Today I lost it. The world is for sure joining its forces against me. I was denied the grant to help fund my new book. And get this, this happened a day after I got a crappy grade on my exam in human rights and advocacy. As if this is not enough to ruin my day I can add a list of strikes against me:
A good friend nominated me for a women’s prize, but my name must have gotten lost in the pile of other names because I never even made the list of the people the committee recommended. (Or perhaps the nominating committee just held their stomachs, pointed to my name and laughed through the whole meeting).
I called, emailed, texted and wrote to a dozen people about Partners, and they never even bothered replying to me.
I wrote articles that I personally thought were masterpieces and got polite replies back from a long list of magazines and newspapers saying that they are sorry they cannot publish my piece this time, but good luck to you.
My blog is not gaining any followers.
My Instagram pictures have fewer likes than my children’s.
My husband got a better grade on his exam than I did, and that despite the fact that his writing is crap, and he spent two hours on it.
The new government in our country sucks so bad I am starting to feel like hiding the fact that I am Norwegian. I feel that even this could be a reason for me to fail in life.
And now the sheets I hang out to dry got rained on.
All around me I see people who succeed at everything they do. In fact, some of them have succeeded even before they start. Pieces are published in magazines, newspapers and online that get shared and commented on, and I read it and think that my stuff is so much better. Books get published and become bestsellers, and I think: Who likes this stuff? People wake up pretty. Others seem to have all the time in the world to go for runs, hikes, bike rides and exotic trips with their backpacks and tent. Me, I am feeling lucky the days I have time to take the dog for a walk for 30 minutes.
Everybody else seems to have the coolest friends and they are always getting together in the evenings wearing their nice clothes and perfectly manicured nails and drink wine from pretty glasses while they laugh at each other’s jokes and encourage each other. Me, I am often so tired that I spend the evenings at home, watching TV and eating potato chips.
The list could go on, but I feel that if I keep writing, I will put myself into depression and all the dishes piled up on my kitchen counter may never get done.
As I looked at the denial letter I got in the mail today, I honestly thought: Of course they would not grant me the money I applied for.
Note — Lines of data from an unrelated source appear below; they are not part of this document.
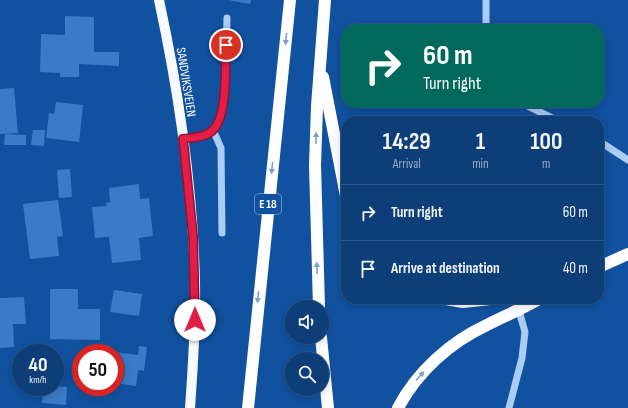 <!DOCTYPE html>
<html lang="en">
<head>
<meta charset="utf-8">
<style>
	:root { --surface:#0d3e78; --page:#16457d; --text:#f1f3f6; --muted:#9aaec6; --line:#2d578a }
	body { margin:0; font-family:"Sofia Sans Condensed",sans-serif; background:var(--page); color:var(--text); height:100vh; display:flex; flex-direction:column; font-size:15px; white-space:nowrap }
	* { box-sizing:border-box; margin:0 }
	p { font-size:13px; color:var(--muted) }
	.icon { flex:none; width:22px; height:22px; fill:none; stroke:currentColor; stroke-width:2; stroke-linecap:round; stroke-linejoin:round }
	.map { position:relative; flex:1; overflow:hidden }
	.panel { position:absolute; left:341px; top:116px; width:263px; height:188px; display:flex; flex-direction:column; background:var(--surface); border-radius:16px; box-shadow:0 2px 10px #0003,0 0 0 1px var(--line) }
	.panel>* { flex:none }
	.hud { position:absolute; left:341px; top:24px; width:263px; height:84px; border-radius:16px; box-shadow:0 2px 10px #0003,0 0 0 1px var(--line); background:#00695c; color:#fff; overflow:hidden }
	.tools { position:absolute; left:285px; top:300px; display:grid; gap:8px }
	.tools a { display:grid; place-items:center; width:44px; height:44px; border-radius:50%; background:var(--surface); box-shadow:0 2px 10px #0003,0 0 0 1px var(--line); font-size:20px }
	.speed { position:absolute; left:12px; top:344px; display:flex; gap:8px; font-size:20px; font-weight:700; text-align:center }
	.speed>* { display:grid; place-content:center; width:52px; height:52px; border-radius:50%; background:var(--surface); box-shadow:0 2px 10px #0003,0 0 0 1px var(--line); line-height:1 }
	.speed small { font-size:10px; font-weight:400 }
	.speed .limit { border:6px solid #d22; background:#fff; color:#111 }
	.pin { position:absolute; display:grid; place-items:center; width:34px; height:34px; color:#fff; margin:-17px; border:2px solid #fff; border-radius:50%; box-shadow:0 1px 4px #0007 }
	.me { position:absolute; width:44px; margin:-22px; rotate:0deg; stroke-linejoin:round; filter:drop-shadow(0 0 3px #0008) }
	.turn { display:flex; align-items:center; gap:14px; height:84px; padding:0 16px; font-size:18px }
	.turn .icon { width:52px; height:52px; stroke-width:2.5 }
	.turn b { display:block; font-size:28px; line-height:34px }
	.eta { display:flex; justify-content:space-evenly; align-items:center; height:68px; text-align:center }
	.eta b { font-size:24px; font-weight:700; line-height:28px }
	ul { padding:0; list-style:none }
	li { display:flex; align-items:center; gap:12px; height:56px; padding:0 16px; border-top:1px solid var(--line) }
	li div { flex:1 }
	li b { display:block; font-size:15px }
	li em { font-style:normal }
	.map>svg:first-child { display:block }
	.building { fill:#3a7bc7 }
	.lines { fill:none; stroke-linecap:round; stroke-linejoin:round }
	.minor { stroke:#a9cdf5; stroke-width:7 }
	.major { stroke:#f7faff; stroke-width:10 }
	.highway { stroke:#fff; stroke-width:12 }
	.oneway { fill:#7ca0cb }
	.route-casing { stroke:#92132f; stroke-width:10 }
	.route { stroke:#e11d48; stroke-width:7 }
	.labels { text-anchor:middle; stroke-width:3.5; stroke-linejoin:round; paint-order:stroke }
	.shield { fill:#1152a0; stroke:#b8cbe2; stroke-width:1 }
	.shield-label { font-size:12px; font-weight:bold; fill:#fff }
	.street-label { font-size:13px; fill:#fff; stroke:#1152a0 }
</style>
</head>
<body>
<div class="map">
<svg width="628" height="408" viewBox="0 0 628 408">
	<rect width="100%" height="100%" fill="#1152a0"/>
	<!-- building -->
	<g class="building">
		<path d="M228 0H251L250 4Z"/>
		<path d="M65 16 94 17V52H119V66L79 64V77H60V73L40 72 41 34 65 35Z"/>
		<path d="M14 88 18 133 0 134V89Z"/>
		<path d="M56 102 83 105 79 142 46 138 49 113 54 114Z"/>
		<path d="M33 130H45L44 146 31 145Z"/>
		<path d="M5 134 26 135V145H4Z"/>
		<path d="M70 169 72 197 59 198 57 170Z"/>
		<path d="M139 184 140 199 149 198 153 236 139 238 141 260 112 263 109 237 95 238 92 207 107 206 106 203 110 202 109 188Z"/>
		<path d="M58 200 63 236 57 237 59 256 30 259 23 204Z"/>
		<path d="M50 289H78V309H100V340L50 339Z"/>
		<path d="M114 290 142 294 139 316 110 312Z"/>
		<path d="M24 297 26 324H13L14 347 0 348V298Z"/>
		<path d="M139 346 147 347 144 371 138 370 136 386 115 383V352L138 355Z"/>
		<path d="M21 361V381H13L12 362Z"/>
		<path d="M55 386 67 387 66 405 42 403 43 387Z"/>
	</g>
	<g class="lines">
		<!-- minor -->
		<g class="minor">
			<path d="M486 29V0"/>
			<path d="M522 103 558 121"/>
			<path d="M213 130 221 148 222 233"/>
			<path d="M183 139C193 137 205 137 213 130 229 115 226 41 227 18"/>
			<path d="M599 141 628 160"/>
			<path d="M509 408 522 358 525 332 519 311"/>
		</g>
		<!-- major -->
		<path class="major" d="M159 0C179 93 193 188 195 283 196 325 193 366 190 408"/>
		<!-- highway -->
		<g class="highway">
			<path d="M323 77 346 196"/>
			<path d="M599 267 628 254"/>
			<path d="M446 299 463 302 490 299"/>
			<path d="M319 307 315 165 317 106 325 0"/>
			<path d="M321 337 328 408"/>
			<path d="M248 408 290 0"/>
			<path d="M398 408C417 372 450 342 487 325 504 316 522 309 539 299"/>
		</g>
	</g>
	<!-- one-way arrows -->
	<defs><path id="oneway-solid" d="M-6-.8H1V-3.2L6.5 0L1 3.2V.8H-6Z"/></defs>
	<g class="oneway">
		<use href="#oneway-solid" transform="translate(286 39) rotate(96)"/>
		<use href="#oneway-solid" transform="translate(316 138) rotate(-88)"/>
		<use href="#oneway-solid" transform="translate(272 168) rotate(96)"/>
		<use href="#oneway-solid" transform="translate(317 268) rotate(-92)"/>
		<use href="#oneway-solid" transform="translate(258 297) rotate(96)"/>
		<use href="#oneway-solid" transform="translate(420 376) rotate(-49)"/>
	</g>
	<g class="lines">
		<defs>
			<path id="route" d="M195 320 193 236 183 139C193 137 205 138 213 130 228 115 225 66 226 45"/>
		</defs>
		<!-- route casing -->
		<use href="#route" class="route-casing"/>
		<!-- route -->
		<use href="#route" class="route"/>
	</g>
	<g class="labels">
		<!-- shield labels -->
		<rect class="shield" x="255" y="194" width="26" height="20" rx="3"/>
		<g class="shield-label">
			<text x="268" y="208">E 18</text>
		</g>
		<!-- street labels -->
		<g class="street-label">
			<text transform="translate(187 82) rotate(81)" y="5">SANDVIKSVEIEN</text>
		</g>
	</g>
</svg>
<div class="tools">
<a><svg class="icon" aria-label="sound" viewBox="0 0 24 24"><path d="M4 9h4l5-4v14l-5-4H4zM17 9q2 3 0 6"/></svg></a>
<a><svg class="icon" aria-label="search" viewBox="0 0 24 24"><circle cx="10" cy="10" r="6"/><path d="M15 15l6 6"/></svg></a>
</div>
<div class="speed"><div>40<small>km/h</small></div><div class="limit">50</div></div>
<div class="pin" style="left:226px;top:45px;background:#d93025"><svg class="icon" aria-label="arrive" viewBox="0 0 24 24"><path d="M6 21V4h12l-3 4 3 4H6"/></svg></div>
<svg class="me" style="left:195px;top:320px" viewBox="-20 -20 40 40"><circle r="19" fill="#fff"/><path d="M0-13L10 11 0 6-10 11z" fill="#e11d48"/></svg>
<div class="hud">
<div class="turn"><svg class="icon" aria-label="right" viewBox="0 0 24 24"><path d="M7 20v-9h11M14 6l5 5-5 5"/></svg><div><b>60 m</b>Turn right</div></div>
</div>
<section class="panel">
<div class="eta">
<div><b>14:29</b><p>Arrival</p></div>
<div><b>1</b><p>min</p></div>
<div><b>100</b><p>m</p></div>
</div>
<ul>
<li><svg class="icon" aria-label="right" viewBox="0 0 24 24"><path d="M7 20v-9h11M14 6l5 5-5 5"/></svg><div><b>Turn right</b></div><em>60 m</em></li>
<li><svg class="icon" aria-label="arrive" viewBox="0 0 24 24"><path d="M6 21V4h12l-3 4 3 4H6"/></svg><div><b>Arrive at destination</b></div><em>40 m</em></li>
</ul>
</section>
</div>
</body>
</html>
What do they care? Plus, when will I get it? I am not very good at writing, or much else for that matter.
But then, after a while wallowing in self-pity I asked myself a question that needs to be asked. Who are you trying to impress?
I have been trying to teach my children this their whole life, but it seems I need to learn it myself to: What you do and what people think about you don’t determine your worth. It simply can’t. So often I set my own value based on my successes and failures. Obviously that means that some days I am super valuable, and other days I am completely worthless. The last week I haven’t been worth much more than the broken trashcan I use for composting.
What I have told others, and believe is true for them, is that their true worth is who they are when they take away all the exterior stuff. Our true value is not how we look, how much money we make, how many articles we get published, how many prizes we receive, or how many friends we have. Our true value is in the core of who we are.
Once Steve asked me, and I have been pondering this: “What would your worth be if you were paralyzed from the neck down, lost your hearing and your vision? Would that change my value as a human being?” If the answer is yes, then we do live in a world that places people’s value on their ability to perform, as well as on their performance. And to be totally honest, that is kind of the world we do live in.
But is it right? Of course not. A person has his or her value because of the fact that he or she is a human being, created in the image of God. Nothing can take that truth away. If I can just start believing that, and act as if it is true, then a denial letter or a bad grade won’t throw me into the sump of self-pity and depressive thoughts. It will just be a bump in the road, on the road called life.
So, here I am, on a rainy day, determined to keep striving to get better, and to aim for excellence. But at the same time as I am doing this, I will also keep reminding myself that the outcomes don’t determine my value. My value has already been set and it won’t change. In the words of Winston Churchill: Success consists of going from failure to failure without the loss of enthusiasm.